Background
Infants recovering from congenital heart surgery risk complications such as low cardiac output syndrome (LCOS) and acute kidney injury (AKI). Although clinicians use the vasoactive–inotropic score (VIS) to assess cardiovascular support, relying only on the peak value (VIS-max) may overlook meaningful changes in vasoactive requirements during early recovery.
Objective
This study evaluated whether early VIS kinetics—captured through the area under the curve (VIS-AUC₀–₁₂h) and the rate of change (VIS-slope₀–₁₂h)—offer better prediction of LCOS and AKI compared with VIS-max.
Methods
We retrospectively reviewed 320 infants under 24 months undergoing congenital heart surgery with cardiopulmonary bypass. Vasoactive doses from the first 12 postoperative hours were used to calculate VIS-max, VIS-AUC, and VIS-slope.
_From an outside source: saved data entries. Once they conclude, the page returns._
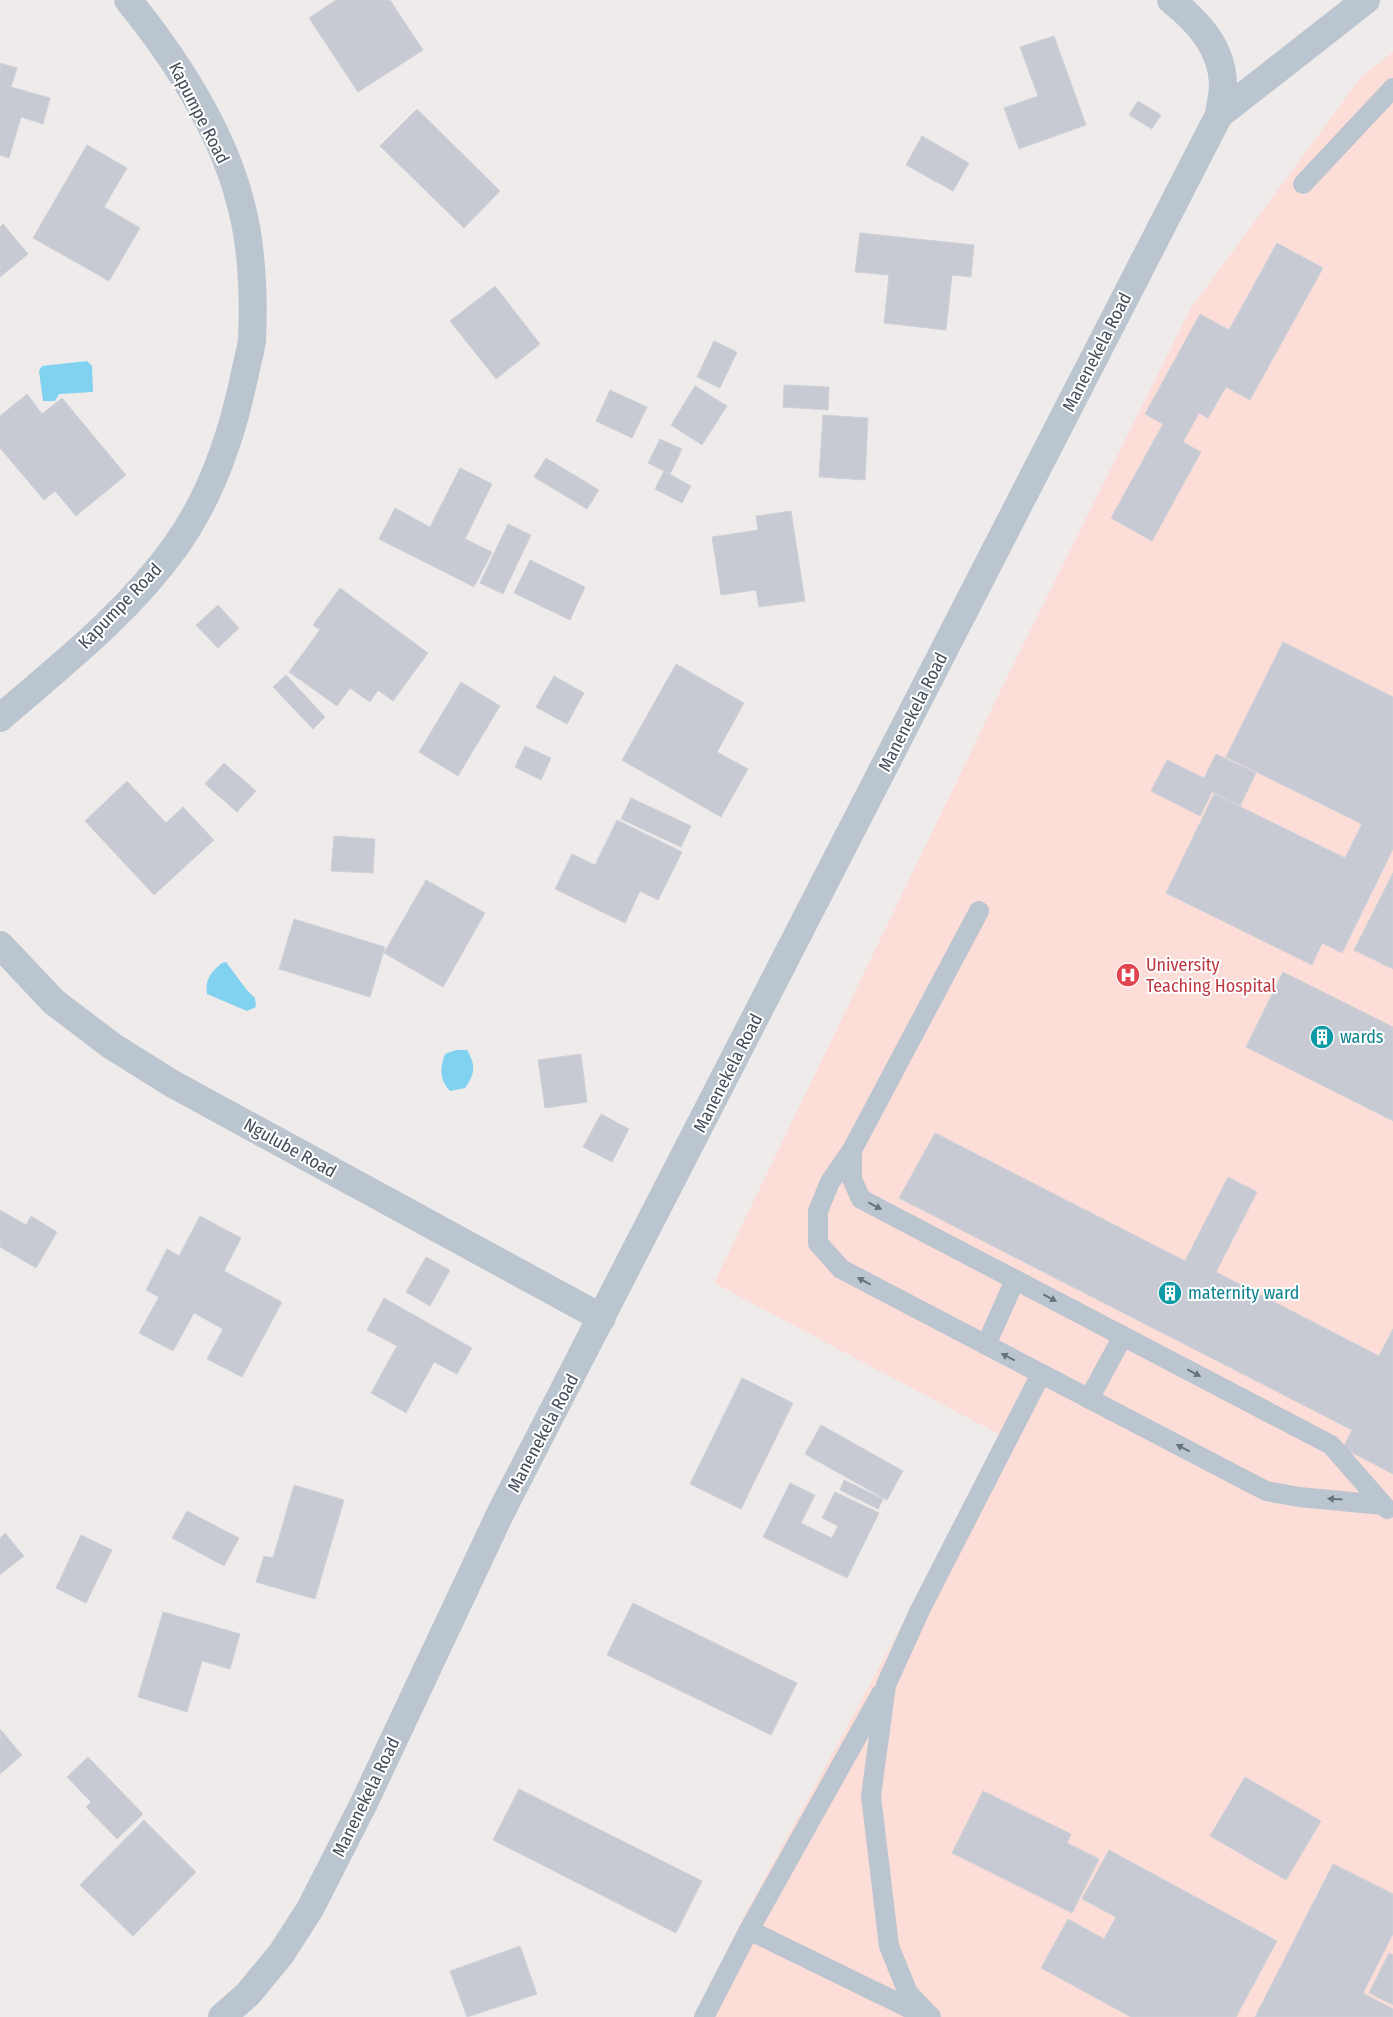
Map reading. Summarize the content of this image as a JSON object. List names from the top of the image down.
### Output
{
  "streets": {
    "street": ["Kapumpe Road", "Manenekela Road", "Ngulube Road"]
  },
  "crossings": [
    ["Manenekela Road", "Ngulube Road"]
  ],
  "places": {
    "hospital": ["University Teaching Hospital"],
    "building": ["wards", "maternity ward"]
  }
}
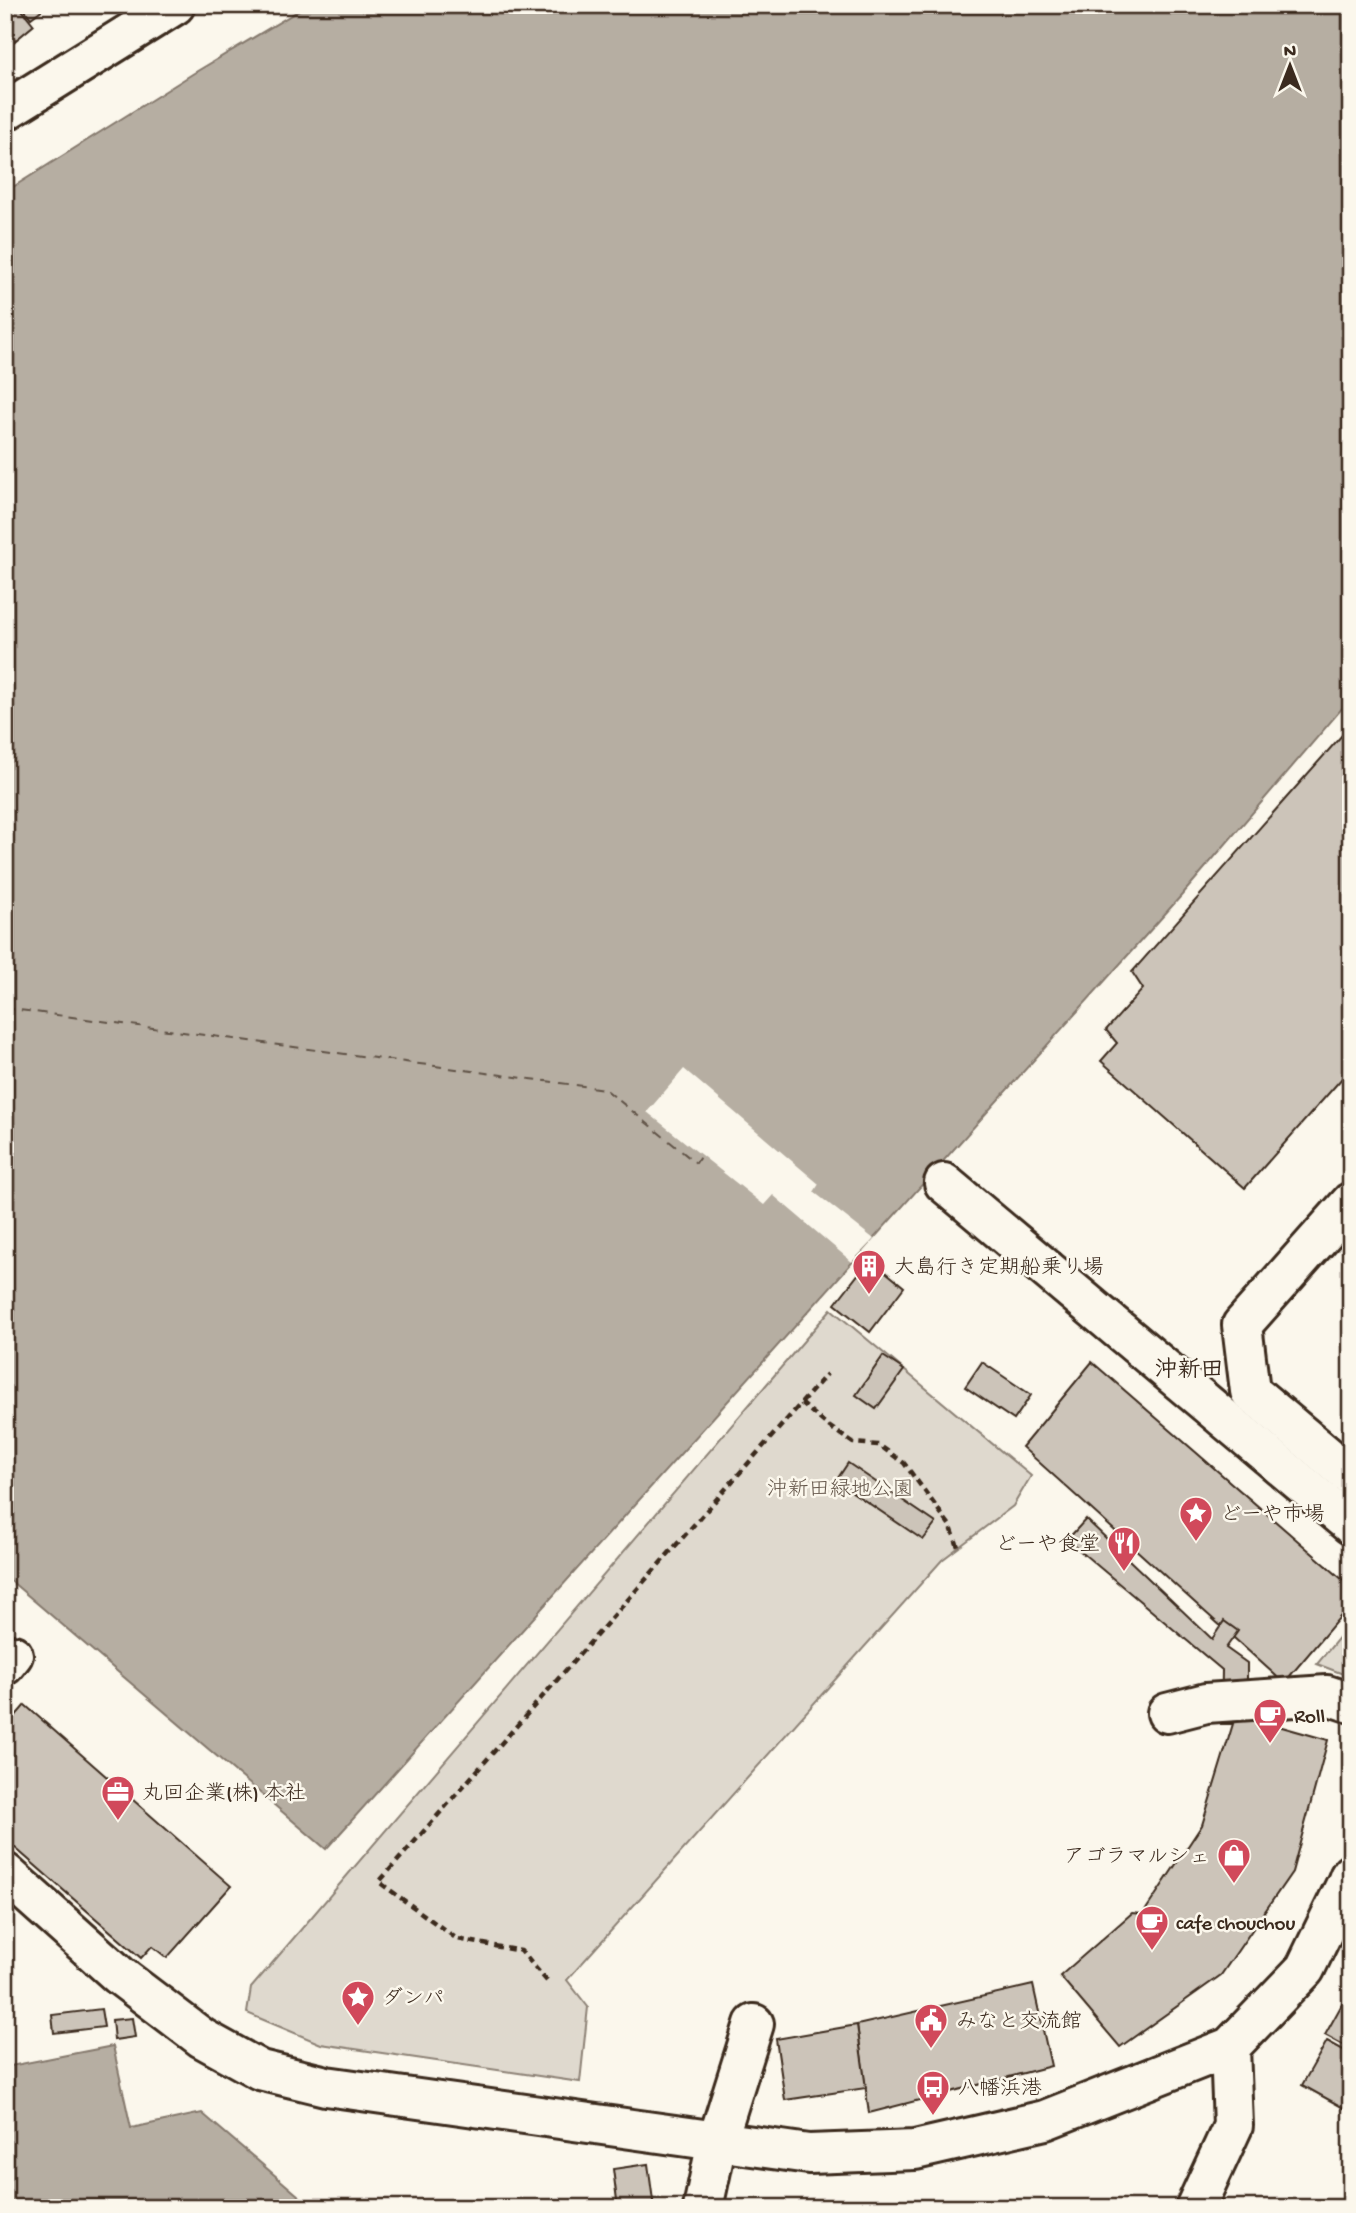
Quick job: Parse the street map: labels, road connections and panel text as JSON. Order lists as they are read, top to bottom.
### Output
{
  "districts": ["沖新田"],
  "parks": ["沖新田緑地公園"],
  "places": {
    "building": ["大島行き定期船乗り場"],
    "place": ["どーや市場", "ダンパ"],
    "restaurant": ["どーや食堂"],
    "cafe": ["Roll", "cafe chouchou"],
    "office": ["丸回企業(株) 本社"],
    "shop": ["アゴラマルシェ"],
    "public building": ["みなと交流館"],
    "bus stop": ["八幡浜港"]
  },
  "north": "top"
}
LCOS and AKI were defined using standardized criteria. Predictive performance was evaluated with multivariable logistic regression and cross-validated AUCs.
Results
Among 320 infants, 31.6% developed LCOS and 10.3% developed AKI. Infants with LCOS showed higher VIS-max, greater VIS-AUC₀–₁₂h, and steeper VIS-slope trajectories than those without LCOS. VIS kinetics provided modest but consistent improvement in LCOS prediction over VIS-max (AUC 0.760 vs 0.746), and decision-curve analysis indicated additional net clinical benefit. In contrast, VIS metrics showed limited discrimination for AKI.
Conclusions
Monitoring VIS trends during early postoperative hours offers a broader assessment of circulatory stress than relying solely on VIS-max. Early VIS kinetics may help identify infants at higher risk of LCOS and support closer hemodynamic surveillance, while their limited value for AKI suggests a need for additional renal risk markers.